Temenniler bu yönde lakin, Suriye ve Libya konusunda alınan
siyasi karalar ülke genelinde pek de destek görmemiş, dış siyasette ki
belirsizlik, hamlelerin olumsuz dönüşleri yüzünden, toplum “bizim akıbetimiz
ne olacak” diye sormaya başlamıştır. İktidar ve dış siyasette ona destek olanlar,
her şeyin istenilen çerçevede ilerlediğini söyleyebilir mi?
Elbette dört bir tarafınız kaos ve savaşlarla çevriliyken
hiçbir şey yokmuş gibi davranamazsınız, hele de, çıkarlarınızla alakalı taraf
olma gibi durum ortaya çıkıyorsa...
Olup biteni sineye çekmek sizi daha büyük bilinmezliğe
iter ve elinizi zayıflatır. Burada önemli olan, hangi önceliklere sahip
olduğunuz, beklentilerinizle ilgi siyasetinizi nasıl yürüttüğünüzdür. Geldiğimiz
nokta zaten ortada; Türkiye uzun zamandır ilk kez bu kadar büyük yalnızları oynuyor.

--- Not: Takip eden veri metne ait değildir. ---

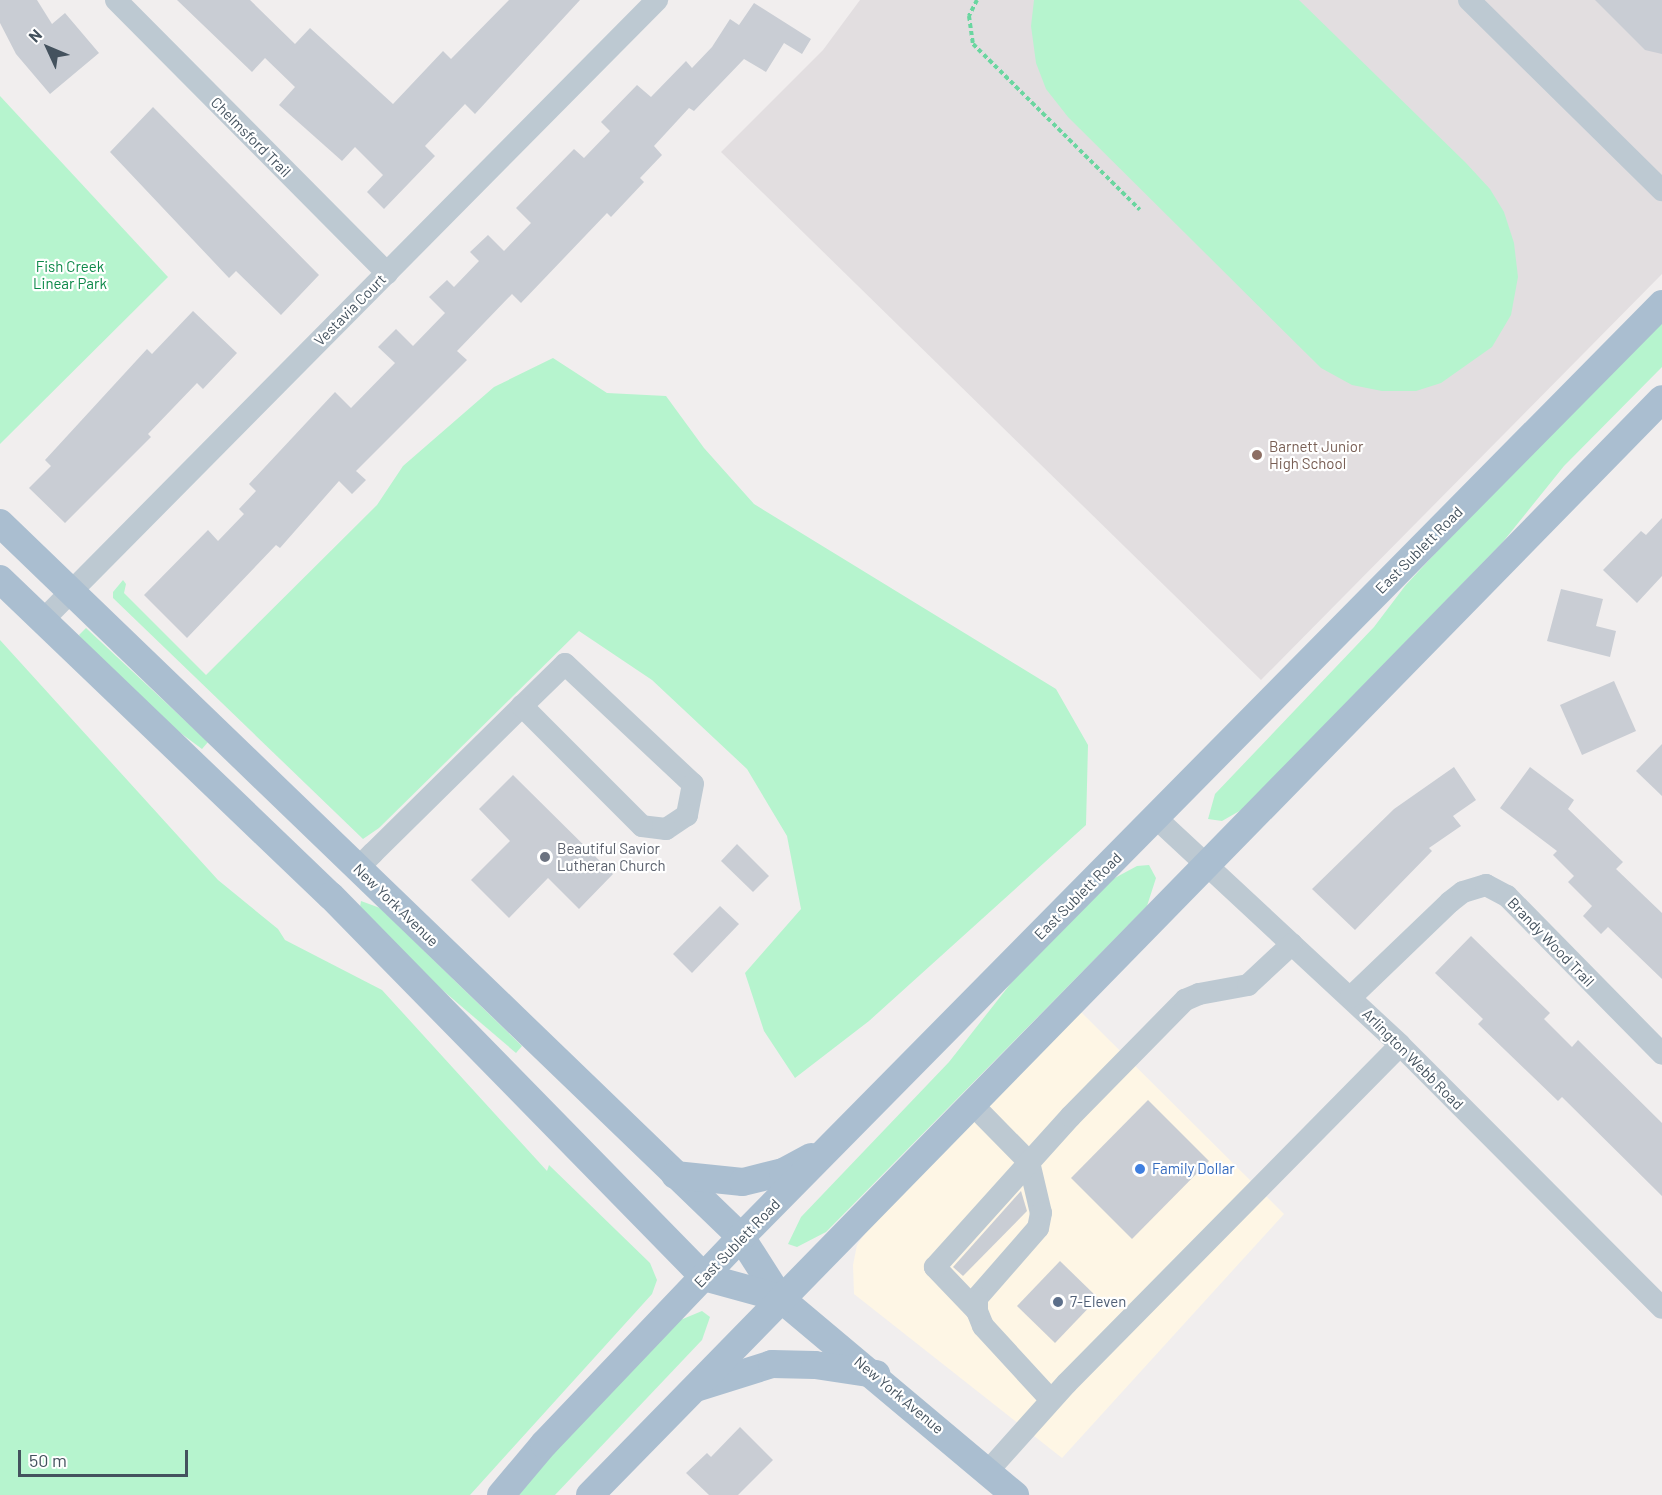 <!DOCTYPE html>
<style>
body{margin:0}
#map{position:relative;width:1662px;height:1495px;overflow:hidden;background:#f1eeee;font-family:Barlow,sans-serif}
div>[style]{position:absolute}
.commercial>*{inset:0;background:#fef6e5}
.education>*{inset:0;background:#e2dee0}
.green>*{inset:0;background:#b6f4ce}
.building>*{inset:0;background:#c9cdd4}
.path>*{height:4px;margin-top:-2px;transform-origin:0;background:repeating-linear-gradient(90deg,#6ad6a0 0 4.5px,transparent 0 7.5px)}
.minor>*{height:22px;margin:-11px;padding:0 11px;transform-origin:11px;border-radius:11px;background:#bdc9d2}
.major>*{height:28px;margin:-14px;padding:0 14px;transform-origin:14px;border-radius:14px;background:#aabed0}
.dots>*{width:16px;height:16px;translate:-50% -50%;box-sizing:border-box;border:3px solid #fff;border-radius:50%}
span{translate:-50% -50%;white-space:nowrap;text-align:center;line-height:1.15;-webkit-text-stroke:4.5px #fff;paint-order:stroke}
.street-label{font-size:15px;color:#44525e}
.park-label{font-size:15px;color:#0c8848}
.education-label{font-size:15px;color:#785e54}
.left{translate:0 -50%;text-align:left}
.worship-label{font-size:15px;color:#5b616d}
.shop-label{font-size:15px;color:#366cbe}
.service-label{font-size:15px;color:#4e5e75}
.north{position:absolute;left:18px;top:18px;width:60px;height:60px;-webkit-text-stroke:4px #fff;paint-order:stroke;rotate:314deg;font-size:16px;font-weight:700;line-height:24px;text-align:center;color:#44525e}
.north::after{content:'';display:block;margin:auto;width:21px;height:27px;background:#44525e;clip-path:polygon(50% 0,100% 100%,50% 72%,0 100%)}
.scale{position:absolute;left:18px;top:1450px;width:170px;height:27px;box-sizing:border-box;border:3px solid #44525e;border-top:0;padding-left:8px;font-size:18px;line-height:21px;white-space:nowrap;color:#44525e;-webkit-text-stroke:4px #fff;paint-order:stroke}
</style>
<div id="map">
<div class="commercial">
<i style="clip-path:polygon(1080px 1011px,1284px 1214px,1062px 1458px,854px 1294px,853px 1265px,857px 1245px,868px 1229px)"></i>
</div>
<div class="education">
<i style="clip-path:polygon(860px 0,1662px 0,1662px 274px,1261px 680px,721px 152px,823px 50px)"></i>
</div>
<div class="green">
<i style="clip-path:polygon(1034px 0,1299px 0,1466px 163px,1490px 189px,1504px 212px,1514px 243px,1518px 277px,1511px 315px,1492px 347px,1441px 383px,1416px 391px,1382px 391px,1352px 385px,1321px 368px,1068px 117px,1046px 89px,1036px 63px,1031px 26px)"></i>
<i style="clip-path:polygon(0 96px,168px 277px,0 444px)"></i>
<i style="clip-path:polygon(1662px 322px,1662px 367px,1564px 466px,1502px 543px,1243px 809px,1222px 821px,1208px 819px,1215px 794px,1374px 627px,1405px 586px,1479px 506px)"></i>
<i style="clip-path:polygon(553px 358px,607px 393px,666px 396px,704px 448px,754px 504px,1056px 689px,1088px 745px,1086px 825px,869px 1021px,795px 1078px,764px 1031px,745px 973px,801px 909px,787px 836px,747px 769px,652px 680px,579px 631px,379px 828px,363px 839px,113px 598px,113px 592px,123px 580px,126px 584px,124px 593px,206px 675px,377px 505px,403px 466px,494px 387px)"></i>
<i style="clip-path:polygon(86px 628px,208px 742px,202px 749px,167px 723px,83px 641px,79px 635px)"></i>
<i style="clip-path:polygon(0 640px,218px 880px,278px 929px,285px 940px,382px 990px,547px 1171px,549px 1165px,650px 1263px,657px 1280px,652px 1294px,470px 1495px,0 1495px)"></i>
<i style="clip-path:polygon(1149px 865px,1156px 878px,1147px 906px,826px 1232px,797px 1247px,788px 1244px,801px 1217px,949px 1062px,1019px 973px,1111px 880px,1137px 866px)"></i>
<i style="clip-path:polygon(361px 901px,380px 908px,522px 1046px,516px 1053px,433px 982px,360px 907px)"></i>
<i style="clip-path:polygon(702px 1311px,710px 1317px,702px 1340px,555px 1495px,516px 1495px,583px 1418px,678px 1321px)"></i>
</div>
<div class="building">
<i style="clip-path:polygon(0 0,37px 0,52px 24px,65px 13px,99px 53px,50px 94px,16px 54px,0 23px)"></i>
<i style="clip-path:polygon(177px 0,250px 0,295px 44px,310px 28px,393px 104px,443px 51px,451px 59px,509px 0,580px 0,475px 114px,465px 104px,425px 146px,435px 156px,384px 209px,367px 192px,383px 175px,355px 147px,342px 161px,279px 105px,295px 87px,265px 58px,252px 72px)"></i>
<i style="clip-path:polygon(1595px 0,1662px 0,1662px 54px,1645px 50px)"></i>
<i style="clip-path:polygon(754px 3px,811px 39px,802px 54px,784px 43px,766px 72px,744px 59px,694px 111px,689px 108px,654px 146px,662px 155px,640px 178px,644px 182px,611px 217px,607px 213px,521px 303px,512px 294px,457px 351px,467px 360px,356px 471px,366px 480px,352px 494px,339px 481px,280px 548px,276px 545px,187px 638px,144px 595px,208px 530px,218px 541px,244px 514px,239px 509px,256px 491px,249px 484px,335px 392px,351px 408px,395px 363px,378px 347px,396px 329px,413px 346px,445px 313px,429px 297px,447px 280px,454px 287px,479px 261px,470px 252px,488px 235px,504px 251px,531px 223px,516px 208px,574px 149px,584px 158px,610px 131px,601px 122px,637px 85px,651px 97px,686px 61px,692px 68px,712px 47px,730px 19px,739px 25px)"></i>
<i style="clip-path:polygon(153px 107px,319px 275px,281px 315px,236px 271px,229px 278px,110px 152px)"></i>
<i style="clip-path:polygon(193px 311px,237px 353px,203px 389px,197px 383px,148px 434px,151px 437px,65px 523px,29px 488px,51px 466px,45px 460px,147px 349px,152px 354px)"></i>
<i style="clip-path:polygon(1662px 518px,1662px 576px,1637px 603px,1603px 570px,1641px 531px,1646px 535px)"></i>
<i style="clip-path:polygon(1561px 589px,1603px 599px,1596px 626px,1616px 631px,1610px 657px,1547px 641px)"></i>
<i style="clip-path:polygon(1614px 681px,1636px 731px,1582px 755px,1560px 705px)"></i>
<i style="clip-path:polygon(1662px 744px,1662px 796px,1636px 771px)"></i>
<i style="clip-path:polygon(1454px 767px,1476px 800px,1453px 816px,1461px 826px,1429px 848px,1432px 851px,1355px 930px,1312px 889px,1394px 809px)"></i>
<i style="clip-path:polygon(1530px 767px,1574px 800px,1568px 809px,1623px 862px,1616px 869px,1662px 913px,1662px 979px,1608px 927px,1601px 934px,1583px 916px,1592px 906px,1568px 882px,1574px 876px,1553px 855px,1557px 851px,1500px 808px)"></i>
<i style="clip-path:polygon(513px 775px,613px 874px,579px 909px,548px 878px,509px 918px,471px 880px,510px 841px,479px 809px)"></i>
<i style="clip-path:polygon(737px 844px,769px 876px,753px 892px,721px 861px)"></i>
<i style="clip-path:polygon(720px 906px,739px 924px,692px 973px,673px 954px)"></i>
<i style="clip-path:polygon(1471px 936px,1550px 1013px,1544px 1019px,1572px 1047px,1578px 1040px,1662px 1123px,1662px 1196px,1562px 1097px,1558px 1101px,1478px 1024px,1483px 1019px,1435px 973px)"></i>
<i style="clip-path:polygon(1148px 1100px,1209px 1161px,1132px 1239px,1071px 1178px)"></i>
<i style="clip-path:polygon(1021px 1191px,1027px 1211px,963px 1276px,953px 1267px)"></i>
<i style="clip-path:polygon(1060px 1261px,1098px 1298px,1055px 1343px,1017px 1306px)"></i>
<i style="clip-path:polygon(740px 1427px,773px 1460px,738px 1495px,709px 1495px,686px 1473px,707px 1453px,711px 1457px)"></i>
</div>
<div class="path">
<i style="left:977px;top:0;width:18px;rotate:117deg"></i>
<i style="left:969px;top:16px;width:28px;rotate:82deg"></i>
<i style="left:973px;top:44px;width:235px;rotate:44.8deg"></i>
</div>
<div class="minor">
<i style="left:116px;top:0;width:385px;rotate:45.2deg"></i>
<i style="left:1469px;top:0;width:271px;rotate:44.6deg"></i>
<i style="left:43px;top:620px;width:873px;rotate:-45.28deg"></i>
<i style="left:1156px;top:818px;width:333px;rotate:42.9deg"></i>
<i style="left:1400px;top:1045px;width:371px;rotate:45.1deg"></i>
<i style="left:358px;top:868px;width:21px;rotate:-45deg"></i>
<i style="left:373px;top:853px;width:209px;rotate:-44.6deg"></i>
<i style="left:522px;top:706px;width:60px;rotate:-44.3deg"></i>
<i style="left:565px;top:664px;width:175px;rotate:43.2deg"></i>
<i style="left:693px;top:784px;width:32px;rotate:101deg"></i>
<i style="left:687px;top:815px;width:25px;rotate:146deg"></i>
<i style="left:666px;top:829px;width:24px;rotate:-173deg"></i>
<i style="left:642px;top:826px;width:170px;rotate:-135deg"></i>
<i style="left:1351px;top:997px;width:137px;rotate:-43.8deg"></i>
<i style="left:1450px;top:902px;width:16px;rotate:-38deg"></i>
<i style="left:1463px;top:892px;width:24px;rotate:-17deg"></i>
<i style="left:1486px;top:885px;width:24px;rotate:28deg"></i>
<i style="left:1507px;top:896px;width:221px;rotate:45.5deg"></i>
<i style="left:971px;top:1103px;width:83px;rotate:45.5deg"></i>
<i style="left:1029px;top:1162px;width:52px;rotate:76.8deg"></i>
<i style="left:1041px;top:1213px;width:15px;rotate:101deg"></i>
<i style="left:1038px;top:1228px;width:93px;rotate:131.1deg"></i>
<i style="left:977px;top:1298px;width:13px;rotate:90deg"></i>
<i style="left:977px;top:1311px;width:16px;rotate:68deg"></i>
<i style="left:983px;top:1326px;width:100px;rotate:47.4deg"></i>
<i style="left:977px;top:1311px;width:61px;rotate:-133.7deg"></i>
<i style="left:935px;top:1267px;width:203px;rotate:-48deg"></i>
<i style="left:1071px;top:1116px;width:163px;rotate:-45.5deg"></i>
<i style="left:1185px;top:1000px;width:15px;rotate:-23deg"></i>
<i style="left:1199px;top:994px;width:50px;rotate:-10.4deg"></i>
<i style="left:1248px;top:985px;width:60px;rotate:-43deg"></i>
<i style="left:988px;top:1471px;width:118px;rotate:-48.1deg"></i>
<i style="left:1067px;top:1383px;width:474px;rotate:-45.4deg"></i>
</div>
<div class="major">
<i style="left:0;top:523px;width:1029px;rotate:43.94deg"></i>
<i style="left:741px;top:1237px;width:72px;rotate:57.4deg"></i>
<i style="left:780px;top:1298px;width:307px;rotate:40deg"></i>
<i style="left:0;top:579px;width:458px;rotate:43.8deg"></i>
<i style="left:331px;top:896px;width:533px;rotate:45.61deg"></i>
<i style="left:704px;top:1277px;width:79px;rotate:15.4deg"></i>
<i style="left:675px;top:1175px;width:68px;rotate:5.9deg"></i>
<i style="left:743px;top:1182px;width:41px;rotate:-14deg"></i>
<i style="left:783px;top:1172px;width:32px;rotate:-28deg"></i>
<i style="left:696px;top:1388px;width:80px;rotate:-17.5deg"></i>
<i style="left:772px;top:1364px;width:43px;rotate:1.3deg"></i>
<i style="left:815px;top:1365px;width:62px;rotate:8.4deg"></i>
<i style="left:501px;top:1495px;width:67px;rotate:-49.9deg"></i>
<i style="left:544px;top:1444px;width:286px;rotate:-46.4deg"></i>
<i style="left:741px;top:1237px;width:1311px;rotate:-45.37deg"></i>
<i style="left:590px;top:1495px;width:1533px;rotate:-45.63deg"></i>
</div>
<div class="dots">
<i style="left:1257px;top:455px;background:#8d6e63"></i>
<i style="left:545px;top:857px;background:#6b7280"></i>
<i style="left:1140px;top:1169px;background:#3f7fe0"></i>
<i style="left:1058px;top:1302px;background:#5c6f8a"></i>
</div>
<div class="street-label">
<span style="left:251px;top:137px;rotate:45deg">Chelmsford Trail</span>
<span style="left:350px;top:310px;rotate:-45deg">Vestavia Court</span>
<span style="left:1419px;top:550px;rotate:-45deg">East Sublett Road</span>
<span style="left:1078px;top:896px;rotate:-45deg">East Sublett Road</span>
<span style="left:396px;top:905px;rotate:44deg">New York Avenue</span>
<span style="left:1551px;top:942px;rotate:46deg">Brandy Wood Trail</span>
<span style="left:1413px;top:1059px;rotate:45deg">Arlington Webb Road</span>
<span style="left:737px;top:1243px;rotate:-46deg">East Sublett Road</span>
<span style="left:899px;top:1395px;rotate:40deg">New York Avenue</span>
</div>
<div class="park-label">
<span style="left:70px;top:275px">Fish Creek<br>Linear Park</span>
</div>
<div class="education-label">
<span class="left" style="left:1269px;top:455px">Barnett Junior<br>High School</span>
</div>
<div class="worship-label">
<span class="left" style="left:557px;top:857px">Beautiful Savior<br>Lutheran Church</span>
</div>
<div class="shop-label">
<span class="left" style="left:1152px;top:1169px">Family Dollar</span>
</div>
<div class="service-label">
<span class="left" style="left:1070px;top:1302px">7-Eleven</span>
</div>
<div class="north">N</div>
<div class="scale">50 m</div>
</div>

Şimdiye dek yanında durduğumuz, her seferinde müttefikimiz
ilan ettiğimiz ABD bile, ‘Ermeni soykırımı’ tasarısını Kongre’nin her iki
kanadında da geçirdi. AB ise her zamanki gibi demokrasi konusunda eksiklerimizi
bahane ederek bizimle olan mesafesini gittikçe açıyor. Suriye ile hala
diplomasi bağımızı kuramamışız. Rusya oldukça politik bir tavır içinde Sözde
Suriye için işbirliği içinde ama İdlib’de karşımıza dikilebiliyor.
Muhtemelen karşımızdakiler kendi dengelerine göre
politikalarını yürütüyorlar ama biz her bölgede farklı ülkelerle işbirliği yapmak
gibi bir dengesizliğe düşüyoruz. Dış politikamızı bir bütün olarak ele almamız
gerekirken, her bölgede farklı müttefikler aramak başarı getirmeyeceği gibi
yarın bizi daha da yalnızlaştıracak ve başarısız kılacaktır.
Unutmayalım ki, Türkiye’nin dış ilişkilerinde yalnızca
güvenliği değil, ekonomik çıkarları da söz konusudur. Yaşamak için güvenli
bir coğrafyaya sahip olduğumuz kadar ekonomik bağımsızlığa ve sürdürülebilen
sağlıklı pazarlara da ihtiyacımız vardır.
Sonuç;
Trump’ın, İranlı komutan Kasım Süleymani’nin öldürülmesi
emrini vermesi, kendi iktidarının devamı için her şeyi göze aldığını
gösteriyor. Türkiye’nin bu süreçte birilerine güvenmek ve dost aramak yerine,
tarihinden aldığı referans ve güçle, kendi menfaatlerini ön planda tutması, bütün
ülkelerle diploması siyaseti yürütmesi gerekmektedir.
Özellikle Ortadoğu’da bir bilinmezlik, belki de yıllarca
sürebilecek bir savaş görüntüsü var. “Yeni Dünya Düzeni” ülkemize şekil
vermek için kapımıza dayanmadan önce, sınırlarımızın güvenliğini ve ülke
birliğimizi güçlendirmek zorundayız. Siyaset bunu ülkesinin yarınları ve
gençlerimize olan görevleri adına yapmalıdır.